De fait, les causes de ce relatif échec sont les suivantes : non seulement les sites français permettent de parier sur un panel de sports réduit, mais les types de paris ne sont pas aussi diversifiés que sur les sites illégaux, qui offrent de surcroît un taux de retour aux joueurs bien plus intéressant.
De plus, le football étant à l’origine du plus grand nombre de paris, le fiasco rencontré par l’équipe française de football n’a pas arrangé les choses.
Les opérateurs français certifiés sont dès lors condamnés à utiliser la plus grande part de leurs revenus pour garder leurs joueurs et faire face aux groupes concurrents.
Pourquoi alors ne pas ouvrir le marché des jeux en ligne français aux sites de casino ?
Il a été démontré que le mot “casino” avait été tapé 1,8 million de fois chaque mois dans le fameux moteur de recherche Google, et ce seulement pour la France.
En Italie, l’introduction récente des jeux de casino en ligne sur le marché a connu une croissance exponentielle et fait notamment des émules chez les femmes.
L’adaptation de la législation française aux attentes des consommateurs semble donc plus qu’urgente pour aider le secteur des jeux en ligne à renaître sous de meilleurs auspices.
Outre les solutions possibles voire nécessaires que nous avons esquissées, il apparaît aussi incontournable de modifier les contraintes de fiscalité et de pourcentage de redistribution pour relancer le marché français.
Certains spécialistes, comme le Sénateur François Trucy et l’Association Le Geste, ont proposé de taxer non plus les mises, mais le produit brut des jeux (c’est-à-dire le chiffre d’affaires) des opérateurs.
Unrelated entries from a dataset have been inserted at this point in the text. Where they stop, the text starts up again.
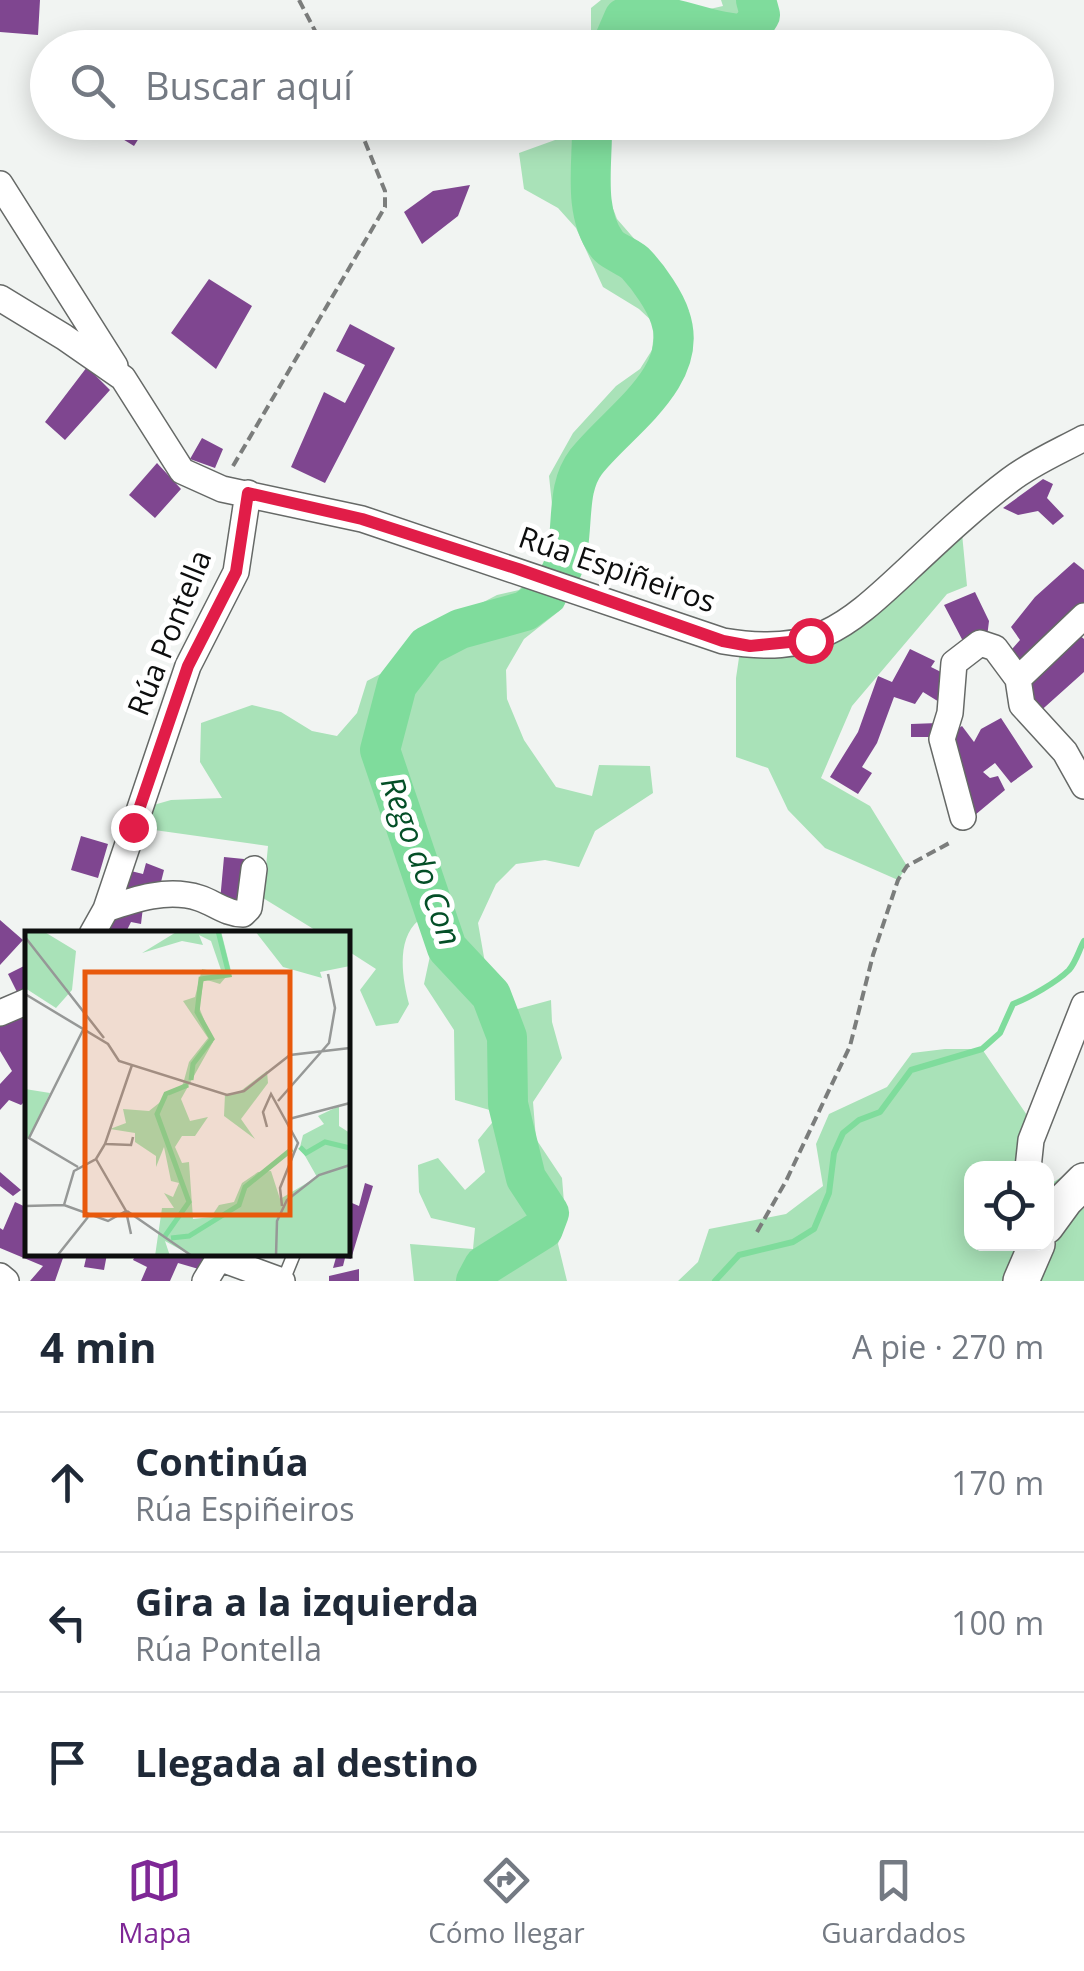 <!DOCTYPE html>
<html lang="es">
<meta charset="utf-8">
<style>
:root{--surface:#fff;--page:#f2f2f3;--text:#1f2937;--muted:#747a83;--line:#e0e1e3;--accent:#7e2796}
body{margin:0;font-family:"Open Sans",sans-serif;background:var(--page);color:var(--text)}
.controls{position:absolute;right:30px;bottom:30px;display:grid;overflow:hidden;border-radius:20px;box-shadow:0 5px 25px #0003}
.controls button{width:90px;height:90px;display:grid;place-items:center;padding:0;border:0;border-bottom:2px solid var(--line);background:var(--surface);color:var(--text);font:50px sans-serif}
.stop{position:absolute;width:30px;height:30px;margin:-22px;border:8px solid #e11d48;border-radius:50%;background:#fff}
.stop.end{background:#e11d48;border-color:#fff;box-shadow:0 2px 10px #0008}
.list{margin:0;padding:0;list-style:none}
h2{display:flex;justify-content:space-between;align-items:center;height:130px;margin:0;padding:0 40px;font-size:42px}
h2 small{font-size:32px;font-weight:400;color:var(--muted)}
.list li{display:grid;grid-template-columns:65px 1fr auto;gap:30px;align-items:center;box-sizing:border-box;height:140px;padding:0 40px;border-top:2px solid var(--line)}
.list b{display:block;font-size:38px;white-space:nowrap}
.list p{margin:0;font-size:32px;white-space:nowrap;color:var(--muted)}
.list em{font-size:32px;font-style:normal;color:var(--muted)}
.icon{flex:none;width:55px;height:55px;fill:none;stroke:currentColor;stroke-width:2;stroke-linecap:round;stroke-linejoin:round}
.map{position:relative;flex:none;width:1084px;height:1281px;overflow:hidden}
.search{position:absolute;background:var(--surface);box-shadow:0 5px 25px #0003;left:30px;right:30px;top:30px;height:110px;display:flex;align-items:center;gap:25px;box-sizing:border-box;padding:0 35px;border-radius:55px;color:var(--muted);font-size:38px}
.sheet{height:550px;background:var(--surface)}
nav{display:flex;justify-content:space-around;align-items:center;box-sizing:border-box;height:140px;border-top:2px solid var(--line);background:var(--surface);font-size:28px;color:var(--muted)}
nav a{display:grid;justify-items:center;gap:5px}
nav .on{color:var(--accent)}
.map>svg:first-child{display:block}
</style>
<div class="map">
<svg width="1084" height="1281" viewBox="0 0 1084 1281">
<rect width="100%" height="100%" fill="#f1f4f2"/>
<!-- green -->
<path fill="#a9e2b8" d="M601 0H677L701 11 723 6 721 0H773L770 28 740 48 659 47 630 35 627 47H591V8Z
M582 123H612L603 182 617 219 651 258 672 293 682 318 678 371 589 474 581 558 563 608 524 639 506 670 507 699 524 740 556 787 592 796 599 765 650 766 653 793 595 831 579 867 545 860 516 864 496 884 478 923 485 963 514 1010 551 1000 552 1022 562 1058 533 1102 536 1139 562 1178 565 1215 558 1244 567 1281H414L410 1244 473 1249 475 1228 431 1218 419 1192 418 1165 438 1158 465 1190 485 1172 478 1140 500 1113 455 1100 454 1030 424 984 433 942 419 920C396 939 402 977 409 1004L398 1023 376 1026 360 990 376 969 348 951V934L320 933 263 898 268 846 133 827 143 808 171 800 222 798 200 762 201 723 252 705 281 712 312 731 337 736 357 713 367 681 403 662 426 632 497 595 519 590 547 559 553 514 549 476 573 433 616 386 640 369 652 350 655 324 639 309 603 287 576 228 558 208 524 189 519 153 580 131Z
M961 523 967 586 947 594 852 706 821 778 870 806 907 866 898 880 825 848 788 810 768 768 736 757V678L741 644 810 640Z
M945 1049H982L1035 1127 1030 1168H972V1244H1046L1047 1186 1084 1163V1281H678L698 1262 709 1229 786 1214 823 1186 816 1144 829 1114 887 1087 912 1053Z"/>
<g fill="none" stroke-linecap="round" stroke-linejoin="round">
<!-- stream -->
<path stroke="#7fdc9c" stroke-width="6" d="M715 1281 739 1255 793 1242 814 1229 829 1193 834 1153 843 1133 859 1120 880 1112 911 1070 982 1049 1000 1033 1013 1004C1029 998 1057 982 1069 970 1076 962 1079 950 1084 941"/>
<!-- river -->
<path stroke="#7fdc9c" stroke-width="40" d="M611 48 624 18C666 7 706 35 748 34L760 15 756 0
M561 572C577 536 563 492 586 462 618 421 691 377 670 317 665 301 649 278 637 265 629 256 613 253 606 243 584 212 592 167 592 131L596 122
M476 1281 484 1266 543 1229 549 1213 526 1178 515 1133 508 1104 507 1037 491 995 447 948 380 750 397 685 427 646 460 629 525 611 547 595"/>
</g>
<!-- building -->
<path fill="#7f4690" d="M0 0H40L38 35 0 32Z
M95 122H149L134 146Z
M470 185 458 216 422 244 404 212 433 191Z
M209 279 252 306 216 369 171 333Z
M350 324 395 348 325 483 291 467 324 392 345 403 365 365 336 351Z
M87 367 110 390 65 440 45 422Z
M202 438 223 449 215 468 190 459Z
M157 463 181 489 155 518 129 495Z
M1043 479 1053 484 1047 498 1064 516 1053 525 1038 511 1018 515 1003 508Z
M1074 562 1084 570V608L1019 672 1005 657 1020 640 1011 627 1035 597Z
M975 592 989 621 987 637 965 645 944 605Z
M1077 633 1084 639V672L1036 715 1026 679Z
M910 649 935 661 931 667 945 674 944 705 923 692 915 704 894 697 877 743 862 767 872 773 858 794 830 777 858 732 878 676 892 682Z
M1001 718 1033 767 1011 783 995 763 983 772 990 778 998 776 1005 790 969 820 949 735 962 726 974 742 981 729Z
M938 723 935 737H911V724Z
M81 836 108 844 98 878 71 870Z
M224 857 244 859 240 903 220 901Z
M146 863 164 870 159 890 123 893 131 871 143 874Z
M143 907 141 924 131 922 125 934H99L109 913Z
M0 920 23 940 0 965Z
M28 964V994L20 998 8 974Z
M28 1011V1098L21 1105 9 1100 0 1110V1084L12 1071 0 1051V1022Z
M0 1172 21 1190 13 1196 0 1186Z
M365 1183 373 1186 351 1259 345 1258 343 1266 333 1268 337 1254H348V1217L352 1203 359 1206Z
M15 1202 28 1208V1254H52L63 1258 55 1281H30L43 1266 0 1248V1228L3 1230Z
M87 1254H107L104 1270 84 1267Z
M136 1254H207L202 1270 178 1263 170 1281H141L147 1267 133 1260Z
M359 1269V1281H329V1276Z"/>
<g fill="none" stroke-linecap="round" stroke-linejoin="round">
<defs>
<path id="lane" d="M283 1281 294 1254"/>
<path id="street" d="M0 184 115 366
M0 298 64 337 123 378 182 471 222 489 362 519 723 641C813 656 844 629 906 571 939 540 974 507 1010 480 1032 463 1060 451 1084 438
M1018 679 1084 616
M963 817 942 739 950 713 954 663 980 643 995 648 1018 679 1022 705 1065 752 1084 786
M106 909C135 899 168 888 199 898 215 903 226 914 243 914L249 908 254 869
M92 934 106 909 188 666 236 572 248 493
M0 1013 28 1001
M1028 1168 1031 1140 1084 1005
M219 1258 282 1281
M0 1276 6 1281
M205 1281 219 1258"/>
<path id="secondary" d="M1046 1226 1065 1200 1084 1181
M1021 1281 1037 1244"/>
</defs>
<!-- lane casing -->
<use href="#lane" stroke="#666967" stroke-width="15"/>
<!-- street casing -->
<use href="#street" stroke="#666967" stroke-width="28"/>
<!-- secondary casing -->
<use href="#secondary" stroke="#666967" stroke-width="38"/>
<!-- path -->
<path stroke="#7b7d7c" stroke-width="4" stroke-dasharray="10 5" stroke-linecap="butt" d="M299 0 324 48
M233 466 385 207V191L357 122
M757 1232 786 1181 850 1046 873 955 898 880 907 866 953 841"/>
<!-- lane -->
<use href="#lane" stroke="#fff" stroke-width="12"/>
<!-- street -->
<use href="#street" stroke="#fff" stroke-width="25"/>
<!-- secondary -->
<use href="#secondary" stroke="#fff" stroke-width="35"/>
</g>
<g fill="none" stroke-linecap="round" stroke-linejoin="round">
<!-- route -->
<path stroke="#e11d48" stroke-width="12" d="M133 827 188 666 236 572 248 493 362 519 518 569 723 641 750 646 810 640"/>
</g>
<g text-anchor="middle" stroke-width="10" stroke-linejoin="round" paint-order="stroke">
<!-- street labels -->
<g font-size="30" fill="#0d0e0e" stroke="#fff">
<text transform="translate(617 570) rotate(19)" y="10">Rúa Espiñeiros</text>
<text transform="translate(170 633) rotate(-68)" y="10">Rúa Pontella</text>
</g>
<!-- water labels -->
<g font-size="32" font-style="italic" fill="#044f27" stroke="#fff">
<text transform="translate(421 861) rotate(70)" y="11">Rego do Con</text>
</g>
</g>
<!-- overview -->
<g transform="translate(25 931)">
<rect width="325" height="325" fill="#f1f4f2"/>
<path d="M0 0H18L51 20 47 59 31 77 0 57ZM153 0H196L206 40 195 53 179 48 174 76 188 111 156 168 165 190 183 186 170 205H157L150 216 157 232 164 231 168 288 186 286 194 274 209 271 217 252 233 241 246 240 255 268 292 246 275 216 278 204 299 193 293 185 314 175V195L325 202V325H167L140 310 145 325H130L137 277H149L139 262 148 266 154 252 146 250 139 216 131 236V225L110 211V202L85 198 101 192 98 178 124 180 158 153 164 131 183 107 158 70 170 66 177 38 197 42 186 10 174 4 178 14 157 10 117 22ZM230 0H325V35L295 41 297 47 258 36ZM242 140 243 152 216 188 230 208 199 185 200 163 213 162ZM0 158 25 162 4 207H0Z" fill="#a9e2b8"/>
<path fill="none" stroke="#7fdc9c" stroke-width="5" d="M166 149 168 133 187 108 172 81 176 48 204 44 193 0M275 216 281 222 300 211 325 217M140 305 164 271 132 183 141 163 163 154M146 307 164 305 214 274 220 256 267 218"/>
<path fill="none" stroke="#969897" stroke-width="2.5" d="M0 6 79 107M0 63 83 113 94 130 202 164 219 160 265 124 325 117M253 170 304 112 310 77 303 43M264 188 325 172M242 196 238 181 246 163 273 212 255 257 257 275M81 213 106 214 108 206M71 228 101 280 106 303M53 236 4 207 59 97M39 274 49 240 71 228 80 213 107 134M0 275 39 274 83 290 101 280M102 280 167 325M32 325 63 286M251 325 252 290 262 269 294 244 325 234"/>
<path fill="#e8590c" fill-opacity="0.15" stroke="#e8590c" stroke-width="5" d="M60 41H265V284H60Z"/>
<rect width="325" height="325" fill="none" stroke="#0d0e0e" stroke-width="5"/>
</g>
</svg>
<div class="controls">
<button><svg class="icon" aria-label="locate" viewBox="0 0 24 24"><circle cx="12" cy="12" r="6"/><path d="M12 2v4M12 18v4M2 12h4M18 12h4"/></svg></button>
</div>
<div class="stop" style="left:810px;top:640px"></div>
<div class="stop end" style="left:133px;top:827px"></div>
<div class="search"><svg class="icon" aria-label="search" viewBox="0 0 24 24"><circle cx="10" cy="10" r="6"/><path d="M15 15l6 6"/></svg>Buscar aquí</div>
</div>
<section class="sheet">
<h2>4 min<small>A pie · 270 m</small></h2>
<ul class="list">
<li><svg class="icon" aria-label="ahead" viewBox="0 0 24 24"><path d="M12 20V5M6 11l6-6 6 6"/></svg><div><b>Continúa</b><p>Rúa Espiñeiros</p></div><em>170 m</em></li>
<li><svg class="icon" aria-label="left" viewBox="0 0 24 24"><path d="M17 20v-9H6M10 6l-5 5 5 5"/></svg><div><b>Gira a la izquierda</b><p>Rúa Pontella</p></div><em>100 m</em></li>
<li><svg class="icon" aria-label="arrive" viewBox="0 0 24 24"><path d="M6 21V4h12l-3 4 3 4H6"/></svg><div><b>Llegada al destino</b></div></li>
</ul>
</section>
<nav>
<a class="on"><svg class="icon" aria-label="map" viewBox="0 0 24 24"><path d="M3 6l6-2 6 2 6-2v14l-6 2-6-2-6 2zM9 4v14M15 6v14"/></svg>Mapa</a>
<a><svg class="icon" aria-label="directions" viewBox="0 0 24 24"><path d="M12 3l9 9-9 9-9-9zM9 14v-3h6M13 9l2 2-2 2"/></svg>Cómo llegar</a>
<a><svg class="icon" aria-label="saved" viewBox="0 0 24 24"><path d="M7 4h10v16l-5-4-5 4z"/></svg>Guardados</a>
</nav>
Par ailleurs, les sites de jeux français feraient bien d’aligner leur taux de retour aux joueurs sur celui des sites étrangers, qui en proposent souvent autour de 95%, contre 85 % dans l’hexagone à l’heure actuelle.
Pour chaque catégorie de jeux, il serait intéressant de proposer un éventail de variantes et de types de mises plus diversifié.
Tout dépend donc maintenant de la clause de revoyure, dont on espère qu’elle modifiera le paysage français des jeux en ligne.
La France aurait tout intérêt à se calquer sur le modèle italien, qui a su s’adapter avec brio aux attentes de ses joueurs qui avaient tout en commun avec les exigences actuelles de leurs voisins français.
Dans le cas contraire, l’avenir du marché français des jeux en ligne s’annoncerait bien sombre, si ce n’est voué à l’échec.